I'm going to be down in OC for a short while this next week and was hoping to get in a little stripper and weakie fishing. Either by Kayak, Surf, or head boat and was hoping someone may have suggestions as to what would be best, and where a good place to try would be.

Thanks,

Duane


----------



## davehunt (Mar 27, 2003)

GOOD LUCK.

Extreme Southern NJ is the northern most part of the area predicted for Hurricane Isabela to make land fall on Thursday/Friday.

Even if it comes ashore near the Chesapeake (as predicted) it's a massive storm and it's gonna nock the hell out of Cape May County!!!


----------



## Big Rad (May 19, 2003)

*latest on the hurricane*

A hurricane watch is in effect from Little River Inlet, S.C., to Chincoteague, Va., including the Pamlico and Albemarle sounds, Chesapeake Bay south of North Beach, Md., and the tidal Potomac.
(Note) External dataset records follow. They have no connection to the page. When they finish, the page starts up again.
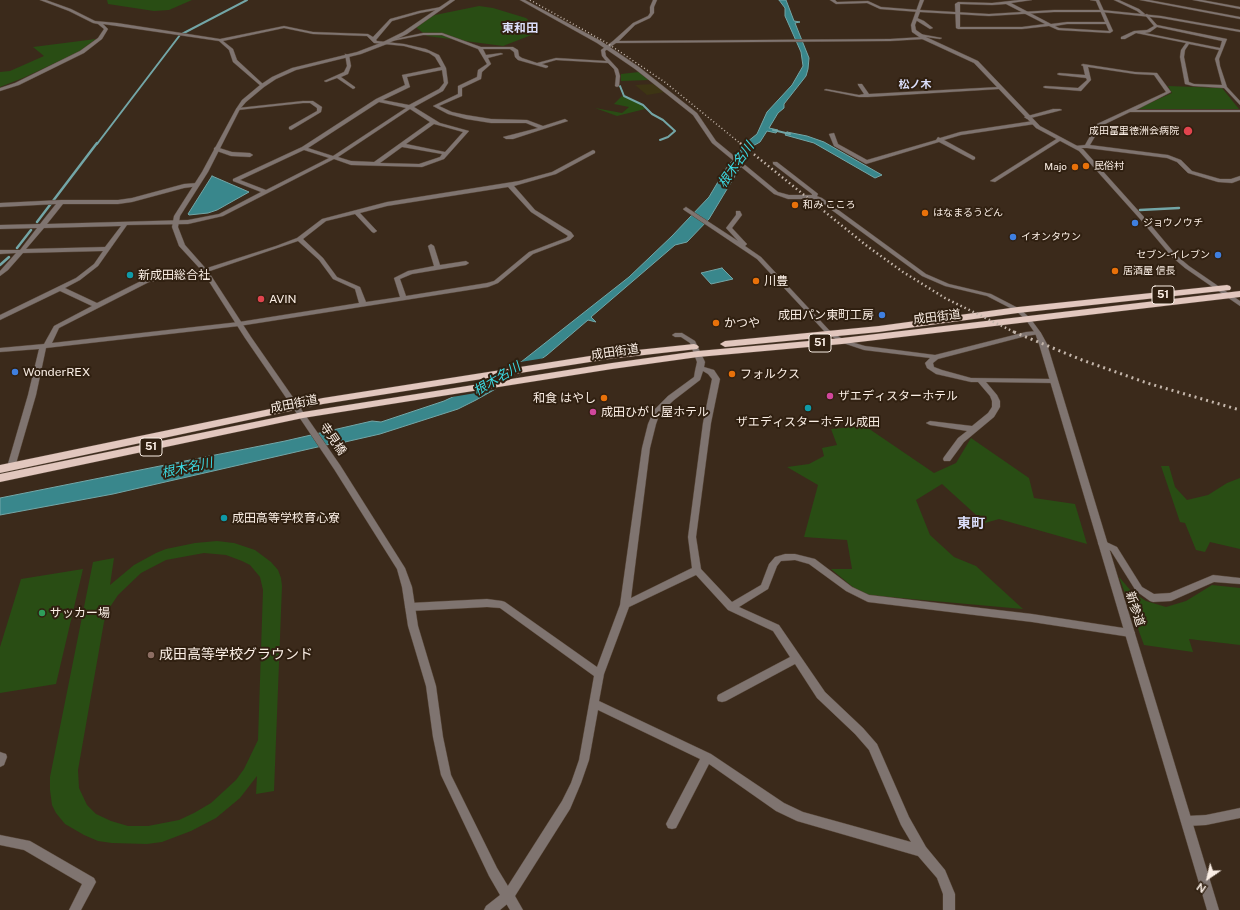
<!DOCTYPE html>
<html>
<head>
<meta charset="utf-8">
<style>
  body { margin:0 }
  #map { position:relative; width:1240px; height:910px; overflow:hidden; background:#3b2a1b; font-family:"Public Sans",sans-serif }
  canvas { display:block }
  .north { position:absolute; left:1188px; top:858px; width:40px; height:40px; -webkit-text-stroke:3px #302011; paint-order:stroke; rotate:214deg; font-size:11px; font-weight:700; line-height:16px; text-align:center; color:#faeee5 }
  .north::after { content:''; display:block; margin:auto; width:14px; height:18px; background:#faeee5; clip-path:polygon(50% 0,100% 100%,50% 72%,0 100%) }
</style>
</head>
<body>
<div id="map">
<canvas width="1240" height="910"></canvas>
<div class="north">N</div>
</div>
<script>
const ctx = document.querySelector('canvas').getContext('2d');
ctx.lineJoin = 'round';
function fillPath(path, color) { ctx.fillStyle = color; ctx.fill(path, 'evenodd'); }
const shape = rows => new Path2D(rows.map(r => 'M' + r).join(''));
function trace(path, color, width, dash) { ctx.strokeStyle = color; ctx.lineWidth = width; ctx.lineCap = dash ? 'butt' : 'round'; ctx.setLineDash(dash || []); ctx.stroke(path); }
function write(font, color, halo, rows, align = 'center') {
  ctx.font = font + ' "Public Sans","Noto Sans JP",sans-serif'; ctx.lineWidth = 4; ctx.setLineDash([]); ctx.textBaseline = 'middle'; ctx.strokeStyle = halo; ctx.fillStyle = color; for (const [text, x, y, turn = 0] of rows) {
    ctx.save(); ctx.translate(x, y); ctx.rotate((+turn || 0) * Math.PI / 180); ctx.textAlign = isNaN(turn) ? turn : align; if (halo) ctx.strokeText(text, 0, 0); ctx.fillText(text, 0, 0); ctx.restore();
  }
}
fillPath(shape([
  [107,0,192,0,169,10,154,11,108,4],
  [479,6,493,8,526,18,534,25,534,34,503,46,427,36,413,25,435,15],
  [96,39,79,52,23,78,0,87,0,72,10,71,44,56,33,47],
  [639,72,649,80,621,81,621,74],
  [1168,86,1222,88,1239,109,1136,109,1172,93],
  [622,96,642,105,645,109,617,116,595,108,622,113,629,107,614,104],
  [865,426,934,473,956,463,971,438,1029,478,1034,498,1075,504,1087,544,999,519,985,523,942,484,916,500,930,535,954,557,976,566,1023,609,867,595,854,588,831,569,852,569,847,540,804,537,818,485,787,467,809,464,824,456,822,448,837,445,831,429],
  [1161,466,1169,466,1175,487,1187,500,1208,495,1227,483,1240,478,1240,549,1210,542,1205,552,1196,550,1185,523,1180,522],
  [217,541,234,543,255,550,271,562,278,570,281,578,282,586,274,791,256,794,257,776,240,798,216,818,191,831,162,842,147,844,112,843,98,841,84,835,65,824,56,813,52,805,50,790,50,777,93,562,114,558,110,585,134,565,156,553,166,549,195,543],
  [204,553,226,555,242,561,250,565,260,577,263,590,258,740,244,769,236,780,211,803,194,813,179,820,148,826,128,826,111,821,96,814,87,805,79,788,78,770,104,622,110,607,118,595,141,573,166,560],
  [83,569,56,684,0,693,0,647,21,579],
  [1119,577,1132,592,1146,601,1166,607,1186,601,1212,585,1240,588,1240,645,1189,639,1193,652,1144,645]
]), '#294d14');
fillPath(shape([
  [653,84,665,92,647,95,635,85]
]), '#3d3514');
const water = shape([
  [779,0,786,0,794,21,800,22,795,23,809,58,808,69,806,76,784,104,784,108,778,113,769,128,778,130,776,133,767,131,760,142,753,146,709,219,687,242,675,245,591,317,596,322,588,320,547,355,515,378,476,400,458,409,380,434,345,442,342,447,335,443,113,494,0,515,0,498,285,441,372,421,381,422,444,401,493,378,521,362,629,277,672,236,709,197,725,170,747,142,757,134,767,112,792,85,803,66,801,52,785,16,785,8,779,0],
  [787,132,807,136,824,142,882,175,875,178,814,143,785,135,787,132],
  [212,176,249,192,217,210,208,213,189,215,188,214,212,176],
  [722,268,733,279,711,284,701,273,722,268]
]);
fillPath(water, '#39878c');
trace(water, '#73a6a7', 1);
fillPath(shape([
  [545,358,500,389,446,398,514,363]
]), '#3b2a1b');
trace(shape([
  [620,86,624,96,643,105,652,114,663,120,675,131,668,137,660,140],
  [773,130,790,134],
  [97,144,180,35,247,0]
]), '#73a6a7', 2);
trace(shape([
  [1140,210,1179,208],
  [37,222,97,143],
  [17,248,31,230],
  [0,265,9,257]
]), '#73a6a7', 2.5);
const minor = shape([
  [40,0,46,0,71,9,95,21,117,23,220,39,284,26,313,32,368,34,373,37,390,19,419,11,441,7,441,9,420,13,392,21,376,40,377,41,404,44,426,49,439,55,446,68,448,83,443,91,414,107,440,123,469,131,444,159,422,167,351,165,334,159,223,216,188,224,127,225,98,266,80,280,65,288,97,303,145,279,204,269,276,246,297,238,322,219,387,202,519,181,552,172,593,150,595,151,595,153,556,174,514,186,535,210,571,232,574,236,570,240,533,254,498,283,488,287,239,326,46,348,36,395,15,467,14,469,8,469,7,467,28,395,39,349,0,352,0,348,44,344,54,326,92,306,60,291,2,319,0,320,0,315,76,278,94,264,103,251,23,253,8,270,0,276,0,271,16,253,0,254,0,250,20,250,37,228,0,229,0,225,40,224,56,204,0,207,0,203,61,200,118,200,132,198,184,184,197,183,199,184,199,186,184,188,132,202,118,204,63,204,47,224,188,220,219,214,261,192,233,181,233,179,302,147,376,99,405,85,402,75,441,67,435,57,429,53,404,46,374,43,367,36,313,34,284,28,223,41,233,49,237,60,264,85,264,86,262,87,233,62,229,50,219,41,103,24,108,29,102,39,84,53,19,85,0,91,0,88,15,83,80,51,98,38,104,29,98,24,93,23,69,11,40,0],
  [442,70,444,83,439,89,409,105,383,100,410,87,407,77,442,70],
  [379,102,406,108,333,156,308,148,379,102],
  [410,109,430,122,374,162,351,161,338,157,410,109],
  [434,124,463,132,445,152,406,144,434,124],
  [402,147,442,154,440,157,419,164,380,163,402,147],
  [304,150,329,158,266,190,240,180,304,150],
  [508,187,531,212,568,236,566,238,529,252,494,281,487,283,406,296,400,279,412,274,466,265,469,263,466,261,440,265,434,246,431,244,428,246,434,266,408,271,394,278,400,297,366,302,360,287,337,277,323,258,303,239,326,221,355,214,372,232,374,233,377,231,376,230,360,213,387,206,508,187],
  [121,226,105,247,26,249,44,228,121,226],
  [298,241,319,260,333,279,355,289,359,303,239,322,52,343,59,328,149,282,207,272,298,241],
  [653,0,657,0,654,7,654,13,650,18,635,25,619,41,890,39,923,37,918,36,918,35,920,34,942,38,940,39,926,37,926,39,924,39,890,41,616,43,605,51,606,56,618,69,620,76,619,86,617,87,615,86,616,76,614,69,608,63,556,60,542,64,548,66,548,67,546,68,518,60,515,57,514,52,510,49,483,49,486,55,501,53,503,54,488,58,491,64,482,72,481,79,462,88,462,96,439,106,452,112,466,115,491,119,527,120,543,126,565,119,568,121,513,139,506,139,503,137,538,128,526,123,491,123,466,119,448,114,433,106,458,94,458,86,477,77,478,70,487,64,478,49,442,35,423,35,392,41,390,40,423,33,442,33,481,47,513,47,518,50,519,56,522,58,537,63,556,58,606,61,602,56,601,50,613,41,633,23,648,16,650,13,650,7,653,0],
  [830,0,835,0,837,2,868,1,881,7,919,10,921,11,919,12,880,9,867,3,836,4,830,0],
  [1019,0,1032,0,1011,3,1051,24,1067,22,1105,22,1096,1,1090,0,1099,0,1113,31,1110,33,1058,30,1049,26,1022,29,958,29,956,28,955,4,958,2,992,3,1019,0],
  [960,4,992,5,1006,4,1045,24,1022,27,960,27,960,4],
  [1067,24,1106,24,1109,31,1059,28,1055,26,1067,24],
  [1114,0,1119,0,1139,9,1145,14,1142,15,1137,11,1114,0],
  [1140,0,1149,0,1240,17,1240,19,1140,0],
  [1193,0,1202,0,1240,7,1240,9,1193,0],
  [1147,14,1157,25,1227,39,1219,59,1220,66,1227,87,1240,101,1240,105,1224,88,1193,86,1185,84,1180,57,1181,50,1186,43,1136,33,1125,39,1121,39,1121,37,1134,31,1147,30,1154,26,1145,15,1147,14],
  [1157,27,1222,41,1220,48,1145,33,1150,32,1157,27],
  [1189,44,1219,50,1215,59,1222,85,1194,84,1189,82,1184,57,1185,50,1189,44],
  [915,17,924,21,933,28,930,29,914,19,915,17],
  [345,54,349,55,351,66,348,74,341,77,355,87,355,88,353,89,337,78,326,82,324,81,344,72,347,66,345,54],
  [1083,64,1135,72,1157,73,1171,92,1136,110,1240,110,1240,112,1130,112,1101,126,1090,145,1168,155,1181,160,1192,171,1220,179,1231,179,1240,176,1240,180,1232,183,1218,182,1188,173,1177,162,1167,158,1087,148,1075,148,1075,146,1085,145,1097,124,1166,92,1154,75,1135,74,1088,67,1091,80,1081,91,1045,88,1043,87,1045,86,1078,88,1087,80,1086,78,1059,75,1057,74,1059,73,1085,75,1083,66,1081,65,1083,64],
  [858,84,862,84,869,94,999,87,1001,88,999,89,868,97,859,97,824,90,826,89,859,95,864,94,858,85,858,84],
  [303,101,313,101,322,107,321,112,291,130,289,129,289,127,317,111,317,108,310,103,303,103,238,110,236,109,238,108,303,101],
  [1053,109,1060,109,1062,110,1027,119,1024,117,1053,109],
  [1033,121,1036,123,1035,124,961,135,944,140,975,157,975,159,973,160,939,142,866,164,834,146,829,134,834,133,838,144,867,160,936,140,938,137,940,138,960,132,1033,121],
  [1058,138,1063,139,995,182,990,181,1058,138],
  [216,147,232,152,250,153,253,155,250,157,231,156,214,150,214,148,216,147],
  [773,162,777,162,817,193,818,194,816,198,812,198,812,194,773,164,773,162],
  [686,207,738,241,726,228,736,215,736,211,740,211,742,215,732,228,746,243,747,244,745,246,761,257,829,330,844,340,865,346,935,355,1026,332,1038,331,1041,333,1040,334,1026,336,938,359,933,363,934,367,942,370,971,378,1054,379,1058,381,1054,383,986,382,997,395,1000,401,1000,407,994,417,964,442,950,461,944,461,943,459,944,457,958,438,967,431,930,425,926,423,930,421,972,426,988,413,992,407,992,401,990,396,978,382,971,382,936,374,927,368,925,363,930,358,864,350,840,342,825,332,757,259,684,210,683,209,686,207],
  [682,333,695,341,705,362,704,367,714,370,720,379,711,423,696,537,701,569,732,602,761,585,769,564,775,557,785,554,795,554,815,559,852,587,869,595,1032,614,1130,629,1133,630,1135,633,1133,636,1130,637,1032,622,868,602,846,591,809,564,795,560,781,561,777,566,768,589,739,607,779,625,825,692,863,728,877,744,909,817,926,847,945,870,955,894,955,910,943,910,943,894,937,878,918,856,797,821,776,811,709,764,676,828,672,829,668,828,666,824,668,820,700,759,598,710,589,760,581,783,570,809,515,896,523,910,510,910,504,900,502,896,504,892,562,801,571,783,579,760,594,676,500,608,487,607,410,611,407,610,405,607,407,604,410,603,487,599,502,601,505,602,597,667,620,605,642,448,648,424,654,410,668,396,694,377,695,371,697,362,690,343,681,337,675,337,672,335,675,333,682,333],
  [703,371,708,374,712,379,703,423,688,537,692,568,631,598,650,448,656,424,660,413,674,400,700,380,703,371],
  [696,575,728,610,773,631,790,657,718,695,717,698,718,701,722,702,726,701,795,664,817,698,855,734,869,750,901,825,911,842,803,812,784,803,711,754,599,701,604,674,629,607,696,575],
  [1102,540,1117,547,1142,587,1154,594,1170,593,1213,575,1240,578,1240,584,1214,582,1171,601,1153,602,1150,601,1136,591,1111,551,1099,545,1098,543,1099,541,1102,540],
  [0,752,6,754,7,757,4,765,0,767,0,752],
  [1240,808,1240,818,1206,825,1187,826,1183,825,1181,821,1183,817,1187,816,1206,815,1240,808],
  [0,835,30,841,94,878,96,882,81,910,69,910,82,884,24,850,0,845,0,835]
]);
const tertiary = shape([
  [450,0,455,0,407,34,387,44,361,54,296,70,276,79,264,87,246,102,240,109,208,172,180,216,178,227,185,245,208,271,251,337,340,465,405,568,412,587,418,626,436,686,443,737,451,775,497,868,514,896,512,900,500,910,484,910,486,906,500,895,489,876,441,775,433,737,426,686,408,626,402,587,397,569,334,469,289,402,245,338,203,272,179,246,172,227,174,216,202,172,236,109,242,100,260,85,272,77,292,68,357,52,383,42,403,32,450,0],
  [520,0,525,0,601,41,639,67,697,113,716,141,778,192,789,195,814,195,822,198,926,274,949,284,991,294,1020,309,1030,318,1041,333,1047,344,1219,910,1207,910,1039,344,1035,333,1026,320,1016,311,987,296,945,286,922,276,818,200,813,199,788,199,774,194,712,143,693,115,635,69,597,43,520,0],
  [920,0,924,0,920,10,989,14,1054,10,1102,10,1161,16,1240,30,1240,32,1161,18,1102,12,1054,12,989,16,920,12,915,25,916,30,926,37,978,61,1040,126,1083,149,1144,217,1176,255,1189,266,1240,301,1240,306,1185,268,1172,257,1140,219,1079,151,1036,128,974,63,922,39,912,32,911,25,920,0]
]);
const trunk = shape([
  [1227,285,1230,286,1231,288,1230,290,1018,313,879,332,725,347,720,344,725,341,879,326,1018,307,1227,285],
  [1240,291,1240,297,842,344,698,357,612,369,303,418,0,482,0,474,303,412,612,363,698,351,842,338,1240,291],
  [694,344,697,345,699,347,697,349,609,359,323,404,0,473,0,465,323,398,609,353,694,344]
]);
trace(minor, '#564537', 1);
trace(tertiary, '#564537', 1);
trace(trunk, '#564537', 1);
fillPath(minor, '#7f7470');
fillPath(tertiary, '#7f7470');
fillPath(trunk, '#e2c7be');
trace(shape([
  [530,0,607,43,666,83,741,144]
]), '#c4b6ab', 1.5, [1, 2.5]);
trace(shape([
  [740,143,867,246,903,272,945,298,1016,333]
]), '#c4b6ab', 2.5, [1.5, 3]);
trace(shape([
  [1014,332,1082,360,1147,383,1240,410]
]), '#c4b6ab', 3, [2, 4]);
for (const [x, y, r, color] of [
  [1188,131,5,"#e0444e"],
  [1086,166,4,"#e8710a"],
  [1075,167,4,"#e8710a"],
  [795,205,4,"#e8710a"],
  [925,213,4,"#e8710a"],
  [1135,223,4,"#3f7fe0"],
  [1013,237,4,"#3f7fe0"],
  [1218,255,4,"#3f7fe0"],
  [1115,271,4,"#e8710a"],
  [130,275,4,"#0f9aa8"],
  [756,281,4,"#e8710a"],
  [261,299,4,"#e0444e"],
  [882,315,4,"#3f7fe0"],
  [716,323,4,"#e8710a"],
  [15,372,4,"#3f7fe0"],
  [732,374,4,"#e8710a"],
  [830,396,4,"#d1479c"],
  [604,398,4,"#e8710a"],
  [808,408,4,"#0f9aa8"],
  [593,412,4,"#d1479c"],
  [224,518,4,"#0f9aa8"],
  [42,613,4,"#2e9e5b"],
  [151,655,4,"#8d6e63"]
]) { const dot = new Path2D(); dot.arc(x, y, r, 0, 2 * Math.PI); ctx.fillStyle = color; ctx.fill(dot); trace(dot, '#302011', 1.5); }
write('10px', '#faeee5', '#302011', [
  ["成田富里徳洲会病院",1179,131,"right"],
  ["民俗村",1094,166],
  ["Majo",1067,167,"right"],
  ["和み こころ",803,205],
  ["はなまるうどん",933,213],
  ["ジョウノウチ",1143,223],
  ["イオンタウン",1021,237],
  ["セブン-イレブン",1210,255,"right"],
  ["居酒屋 信長",1123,271]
], 'left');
write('bold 11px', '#dbdefb', '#302011', [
  ["松ノ木",915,85]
]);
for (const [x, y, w] of [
  [1163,295,22],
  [820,343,22],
  [151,447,22]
]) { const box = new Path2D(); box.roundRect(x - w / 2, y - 9, w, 18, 3); ctx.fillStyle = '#302011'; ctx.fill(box); trace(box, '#faeee5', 1); }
write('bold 11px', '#faeee5', null, [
  ["51",1163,295],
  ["51",820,343],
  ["51",151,447]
]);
write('bold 12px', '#dbdefb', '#302011', [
  ["東和田",520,28]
]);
write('12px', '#faeee5', '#302011', [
  ["新成田総合社",138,275],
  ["川豊",764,281],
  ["AVIN",269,299],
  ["成田パン東町工房",874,315,"right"],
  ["かつや",724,323],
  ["WonderREX",23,372],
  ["フォルクス",740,374],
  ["ザエディスターホテル",838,396],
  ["和食 はやし",596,398,"right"],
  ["成田ひがし屋ホテル",601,412],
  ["ザエディスターホテル成田",808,422,"center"],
  ["成田高等学校育心寮",232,518],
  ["サッカー場",50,613]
], 'left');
write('12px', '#faeee5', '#302011', [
  ["成田街道",937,317,-7],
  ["成田街道",615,352,-8],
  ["成田街道",294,404,-11],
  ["寺見橋",333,439,56],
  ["新参道",1135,609,72]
]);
write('italic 13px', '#3bd9e2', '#302011', [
  ["根木名川",736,165,-55],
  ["根木名川",497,379,-31],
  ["根木名川",187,468,-12]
]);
write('bold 14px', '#dbdefb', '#302011', [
  ["東町",971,524]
]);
write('14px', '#faeee5', '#302011', [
  ["成田高等学校グラウンド",159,655]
], 'left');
</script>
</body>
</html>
A hurricane watch means that hurricane conditions are possible within the watch area, generally within 36 hours.


----------



## Manayunk Jake (Oct 3, 2001)

Greetings Duane!

Try the new pier at the new Longport bridge (see "Hotspots" under "On The Water" on the lefthand side of the screen.) Fish it at night. Try and get fresh bunker for bait. Let us know how you do....


----------